Elections on the horizon in Israel. The Washington Post gives a rundown of recent events and what happens next.
Category: Current Affairs
What’s the capital of Burma? Nope, not that one.
The Guardian has a despatch from Pyinmana – the small town that has unexpectedly become the new capital of Burma/Myanmar. It’s conveniently situated 250 miles into the jungle, away from the former capital Rangoon/Yangon.
It’ll cost money and it won’t work – Darling’s upbeat message
The BBC reports that trials will take place of x-ray machines and body scanners at railway stations. This will slow up passengers and ensure that money is diverted away from services, while also providing no extra security (since not all stations can or will be covered).

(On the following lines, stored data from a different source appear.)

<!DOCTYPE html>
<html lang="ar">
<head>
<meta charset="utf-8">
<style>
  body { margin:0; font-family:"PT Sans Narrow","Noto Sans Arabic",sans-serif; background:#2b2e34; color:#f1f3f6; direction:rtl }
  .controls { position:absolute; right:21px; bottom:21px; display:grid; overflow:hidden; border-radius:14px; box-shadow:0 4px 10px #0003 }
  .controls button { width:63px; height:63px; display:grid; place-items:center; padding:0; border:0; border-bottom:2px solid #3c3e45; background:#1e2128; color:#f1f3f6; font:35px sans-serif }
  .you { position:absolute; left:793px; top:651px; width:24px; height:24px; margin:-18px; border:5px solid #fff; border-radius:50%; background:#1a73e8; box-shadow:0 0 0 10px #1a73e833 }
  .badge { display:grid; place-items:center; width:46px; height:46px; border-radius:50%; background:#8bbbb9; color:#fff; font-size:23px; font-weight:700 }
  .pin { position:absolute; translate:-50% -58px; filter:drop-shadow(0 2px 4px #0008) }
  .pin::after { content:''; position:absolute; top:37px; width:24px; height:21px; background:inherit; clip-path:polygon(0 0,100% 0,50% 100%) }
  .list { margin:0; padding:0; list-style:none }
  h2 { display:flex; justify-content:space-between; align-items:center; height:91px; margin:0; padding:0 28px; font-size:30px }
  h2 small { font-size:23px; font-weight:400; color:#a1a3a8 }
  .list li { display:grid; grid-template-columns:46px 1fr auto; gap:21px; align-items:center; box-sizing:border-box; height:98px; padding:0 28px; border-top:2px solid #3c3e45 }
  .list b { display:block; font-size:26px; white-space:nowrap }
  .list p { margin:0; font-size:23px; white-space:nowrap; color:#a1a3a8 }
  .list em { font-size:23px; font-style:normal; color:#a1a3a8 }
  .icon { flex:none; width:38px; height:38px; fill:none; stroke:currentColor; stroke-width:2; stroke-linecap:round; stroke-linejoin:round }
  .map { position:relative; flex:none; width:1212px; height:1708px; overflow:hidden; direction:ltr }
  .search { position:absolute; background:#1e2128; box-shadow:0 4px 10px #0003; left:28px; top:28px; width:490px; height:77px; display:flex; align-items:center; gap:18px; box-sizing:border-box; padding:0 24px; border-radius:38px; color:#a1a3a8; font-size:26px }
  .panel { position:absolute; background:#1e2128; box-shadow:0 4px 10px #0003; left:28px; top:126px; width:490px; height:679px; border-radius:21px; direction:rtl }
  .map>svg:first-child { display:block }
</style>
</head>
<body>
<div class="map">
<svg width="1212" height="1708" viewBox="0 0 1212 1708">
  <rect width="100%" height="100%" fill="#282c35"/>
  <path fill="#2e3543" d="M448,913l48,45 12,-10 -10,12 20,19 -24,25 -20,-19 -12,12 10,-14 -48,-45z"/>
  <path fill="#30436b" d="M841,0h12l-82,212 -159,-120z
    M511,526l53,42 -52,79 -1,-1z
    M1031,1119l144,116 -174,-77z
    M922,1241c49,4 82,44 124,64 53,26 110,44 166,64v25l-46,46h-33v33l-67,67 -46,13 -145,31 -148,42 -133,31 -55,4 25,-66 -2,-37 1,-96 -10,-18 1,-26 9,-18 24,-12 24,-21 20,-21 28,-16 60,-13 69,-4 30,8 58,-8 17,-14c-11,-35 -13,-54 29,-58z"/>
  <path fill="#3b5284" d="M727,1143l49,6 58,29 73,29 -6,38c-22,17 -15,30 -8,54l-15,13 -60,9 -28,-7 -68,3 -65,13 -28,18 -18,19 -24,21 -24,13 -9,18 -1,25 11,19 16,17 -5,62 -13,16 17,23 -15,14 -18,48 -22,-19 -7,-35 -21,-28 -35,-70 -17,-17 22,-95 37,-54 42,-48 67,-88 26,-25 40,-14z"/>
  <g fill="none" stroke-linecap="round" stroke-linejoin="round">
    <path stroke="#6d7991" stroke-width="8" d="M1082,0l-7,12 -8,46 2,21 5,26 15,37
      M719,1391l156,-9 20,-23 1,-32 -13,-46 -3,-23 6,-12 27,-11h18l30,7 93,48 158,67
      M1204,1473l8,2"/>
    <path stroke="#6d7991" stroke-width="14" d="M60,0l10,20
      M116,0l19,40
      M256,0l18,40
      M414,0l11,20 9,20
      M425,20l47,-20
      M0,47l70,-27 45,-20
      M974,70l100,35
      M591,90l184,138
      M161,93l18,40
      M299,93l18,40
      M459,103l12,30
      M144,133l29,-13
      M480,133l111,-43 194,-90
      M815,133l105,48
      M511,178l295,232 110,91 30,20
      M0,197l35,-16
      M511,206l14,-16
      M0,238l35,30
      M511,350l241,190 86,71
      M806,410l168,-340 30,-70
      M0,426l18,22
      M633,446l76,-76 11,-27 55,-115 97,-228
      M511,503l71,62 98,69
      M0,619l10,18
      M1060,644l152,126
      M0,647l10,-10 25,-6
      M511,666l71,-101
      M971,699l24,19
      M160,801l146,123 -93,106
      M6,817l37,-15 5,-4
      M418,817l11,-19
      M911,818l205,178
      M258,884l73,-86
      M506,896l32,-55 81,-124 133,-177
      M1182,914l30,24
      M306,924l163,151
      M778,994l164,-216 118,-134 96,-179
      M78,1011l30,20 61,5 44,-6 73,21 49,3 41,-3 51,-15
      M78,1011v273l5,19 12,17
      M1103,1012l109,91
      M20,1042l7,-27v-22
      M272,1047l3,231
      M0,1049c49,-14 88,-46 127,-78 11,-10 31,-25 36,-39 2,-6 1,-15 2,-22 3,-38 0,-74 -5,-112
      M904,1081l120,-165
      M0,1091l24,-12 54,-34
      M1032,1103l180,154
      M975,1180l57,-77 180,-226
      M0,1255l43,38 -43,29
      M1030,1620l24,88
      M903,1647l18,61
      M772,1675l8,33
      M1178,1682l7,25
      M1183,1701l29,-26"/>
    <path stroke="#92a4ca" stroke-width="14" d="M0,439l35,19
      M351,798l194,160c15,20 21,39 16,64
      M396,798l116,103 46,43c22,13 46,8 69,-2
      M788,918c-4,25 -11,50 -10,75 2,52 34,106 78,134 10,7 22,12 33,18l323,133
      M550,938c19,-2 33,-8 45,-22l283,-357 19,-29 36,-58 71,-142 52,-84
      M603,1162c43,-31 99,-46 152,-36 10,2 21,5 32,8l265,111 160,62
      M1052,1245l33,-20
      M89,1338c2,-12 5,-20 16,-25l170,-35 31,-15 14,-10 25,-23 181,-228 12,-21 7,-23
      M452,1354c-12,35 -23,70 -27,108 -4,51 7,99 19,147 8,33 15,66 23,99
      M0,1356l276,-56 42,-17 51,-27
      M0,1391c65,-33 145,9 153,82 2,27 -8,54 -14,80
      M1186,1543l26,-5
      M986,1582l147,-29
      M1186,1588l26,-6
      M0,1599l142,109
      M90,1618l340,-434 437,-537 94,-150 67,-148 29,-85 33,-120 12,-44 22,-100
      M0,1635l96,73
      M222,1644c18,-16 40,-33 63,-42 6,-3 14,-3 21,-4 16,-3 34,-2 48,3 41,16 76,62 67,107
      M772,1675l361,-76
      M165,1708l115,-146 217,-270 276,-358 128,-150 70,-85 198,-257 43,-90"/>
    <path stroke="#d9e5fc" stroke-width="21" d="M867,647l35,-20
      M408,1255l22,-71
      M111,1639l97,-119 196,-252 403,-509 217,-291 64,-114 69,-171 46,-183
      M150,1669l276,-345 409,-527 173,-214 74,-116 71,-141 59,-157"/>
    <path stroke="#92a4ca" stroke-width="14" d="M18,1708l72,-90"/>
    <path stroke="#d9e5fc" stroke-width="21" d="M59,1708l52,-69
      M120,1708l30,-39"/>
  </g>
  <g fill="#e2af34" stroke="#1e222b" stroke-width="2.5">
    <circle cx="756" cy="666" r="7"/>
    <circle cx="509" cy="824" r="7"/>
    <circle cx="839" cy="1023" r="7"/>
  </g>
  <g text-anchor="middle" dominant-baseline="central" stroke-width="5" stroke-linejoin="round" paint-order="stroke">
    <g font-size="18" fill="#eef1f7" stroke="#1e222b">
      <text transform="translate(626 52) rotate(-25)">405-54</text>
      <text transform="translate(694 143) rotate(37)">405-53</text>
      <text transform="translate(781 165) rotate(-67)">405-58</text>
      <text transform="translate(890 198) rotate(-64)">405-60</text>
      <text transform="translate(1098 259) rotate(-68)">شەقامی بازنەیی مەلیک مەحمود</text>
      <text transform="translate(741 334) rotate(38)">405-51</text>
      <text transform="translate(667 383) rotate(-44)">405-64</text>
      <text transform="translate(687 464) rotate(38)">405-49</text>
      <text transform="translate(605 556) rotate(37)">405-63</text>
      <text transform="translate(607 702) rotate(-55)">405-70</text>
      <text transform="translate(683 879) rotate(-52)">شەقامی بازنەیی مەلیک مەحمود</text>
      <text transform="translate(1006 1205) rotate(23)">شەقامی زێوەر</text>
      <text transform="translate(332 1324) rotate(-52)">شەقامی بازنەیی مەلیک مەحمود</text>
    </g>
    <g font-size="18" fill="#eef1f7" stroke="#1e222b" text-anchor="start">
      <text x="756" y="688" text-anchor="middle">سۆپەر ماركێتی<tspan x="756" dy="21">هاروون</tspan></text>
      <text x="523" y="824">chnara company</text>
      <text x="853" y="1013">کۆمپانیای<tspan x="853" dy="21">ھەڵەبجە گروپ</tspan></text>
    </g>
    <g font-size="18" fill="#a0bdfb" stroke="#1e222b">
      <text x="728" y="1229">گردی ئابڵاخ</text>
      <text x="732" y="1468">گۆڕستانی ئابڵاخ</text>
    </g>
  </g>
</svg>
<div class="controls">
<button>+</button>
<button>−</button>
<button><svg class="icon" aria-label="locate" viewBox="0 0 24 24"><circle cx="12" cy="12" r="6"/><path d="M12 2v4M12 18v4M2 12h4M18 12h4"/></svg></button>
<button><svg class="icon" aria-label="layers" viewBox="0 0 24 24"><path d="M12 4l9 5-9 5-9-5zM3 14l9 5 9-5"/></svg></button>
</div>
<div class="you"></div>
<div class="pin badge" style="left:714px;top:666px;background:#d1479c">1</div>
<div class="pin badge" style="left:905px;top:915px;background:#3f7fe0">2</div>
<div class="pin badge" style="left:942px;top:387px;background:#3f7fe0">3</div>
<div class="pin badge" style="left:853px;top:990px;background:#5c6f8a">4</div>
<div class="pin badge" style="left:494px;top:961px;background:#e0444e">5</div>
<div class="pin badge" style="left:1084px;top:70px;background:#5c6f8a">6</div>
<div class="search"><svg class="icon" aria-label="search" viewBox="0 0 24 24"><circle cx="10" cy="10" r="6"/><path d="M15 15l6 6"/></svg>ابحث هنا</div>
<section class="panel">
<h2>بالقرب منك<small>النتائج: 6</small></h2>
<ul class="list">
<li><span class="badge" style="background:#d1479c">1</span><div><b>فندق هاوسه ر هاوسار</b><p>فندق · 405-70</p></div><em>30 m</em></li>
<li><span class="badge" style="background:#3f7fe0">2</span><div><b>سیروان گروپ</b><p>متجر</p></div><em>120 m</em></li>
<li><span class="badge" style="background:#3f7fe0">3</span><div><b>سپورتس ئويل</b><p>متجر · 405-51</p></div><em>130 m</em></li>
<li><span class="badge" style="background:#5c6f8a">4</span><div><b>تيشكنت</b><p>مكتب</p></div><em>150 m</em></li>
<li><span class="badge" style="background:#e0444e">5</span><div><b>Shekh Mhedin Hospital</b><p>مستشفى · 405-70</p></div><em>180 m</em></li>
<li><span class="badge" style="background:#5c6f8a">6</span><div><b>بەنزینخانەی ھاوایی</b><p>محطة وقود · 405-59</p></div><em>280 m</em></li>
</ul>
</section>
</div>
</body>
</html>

Alastair Darling’s view: “You cannot have a completely closed system on the underground or the railways for instance – it just wouldn’t work.”
X-ray machines at stations = just wouldn’t work. You read it here second.
The grating self-righteousness of the bourgeoisie
Battered by the OFT’s claims of fee-fixing, the Independent Schools Council has come out whining. In a statement quoted at the BBC News website, their general secretary, Jonathan Shephard, managed to exhibit all the worst traits of the English middle classes, self-righteousness, special pleading and defensiveness.
His bleat was, more or less: the poor independent schools didn’t know the rules had changed, and it was all quite sensible, and no-one minded really, and surely laws were only for poor people to obey, and the OFT were being beastly cads who just didn’t understand how gentlemen behaved, and why don’t the OFT go and catch some real criminals rather than nice middle class people doing 70 in a 30 zone who just happen to be blatantly flouting anti-cartel laws.
Most extraordinary was his claim that:
“Schools have no motive to raise more money than they need. Any money raised from fees has to be spent on the children and the schools so any extra money might be spent on better food or another brick for the gym.”
Yes, or massively subsidised accommodation for teachers, new wallpaper for the Headmaster’s study, or perhaps a jaguar-fur lined jaccuzi for the staff room.
As I’m sure he and his colleagues have said to a thousand pupils: Stop snivelling, Shephard, and take it like a man.
Gomorrah and Sod ’em
Pat Robertson, former presidential candidate and evangelical wingnut, has told the people of Dover (PA):
If there is a disaster in your area, don’t turn to God — you just rejected Him from your city.
Why? Well, at the elections last week Dover’s citizens booted out their school board for promoting the teaching of ‘intelligent’ design instead of evolution, and incidentally making the town a global laughing stock.
But God’s cross now. Honest, Pat says so. Brrrrr!
(via The Washington Post)
Top marks
A European monitoring centre reports that Britain has done well on combatting racism since the tube bombings.
New competition law baffles retired majors
In the final act of the hilarious school fee fixing scandal, the OFT has ruled that 50 independent schools may have broken competition law by telling each other what they were going to charge parents.
This sort of information exchange, as you might imagine, is just slightly illegal. If the bursar at my school, the amiable but non-whizz-kid Major Dixon (retd) is anything to go by, it was just good chaps keeping each other informed (in flagrant breach of the law).
Back to the Future in Kaliningrad
BBC news reports that Kaliningrad (Królowiec, Koenigsberg) – the capital of that small sliver of Russia that used to be a bit of German East Prussia – is going to erect a statue, and name a square in honour of, one Vladimir Ilyich Lenin.
Given that the city’s existence in its present form is a direct consequence of the Great Patriotic War (World War II), perhaps it’s not surprising that there’s something of a nostalgia for the old days in what is now a vast Russian military base.
Iranian president: not a man we can do business with
Le Figaro reports that Mahmoud Ahmadinejad, new president of Iran, has called for Israel to be ‘wiped off the map’ – the first time for several years that an Iranian leader has made such a statement.
The Paris government has condemned the statement. No sign of it on the British or US press yet.
2,000 Dead
As the death toll of US service personnel in Iraq touches 2,000 (and, of course the death toll of Iraqis is much higher), the New York Times has a long piece profiling some of the families of the dead.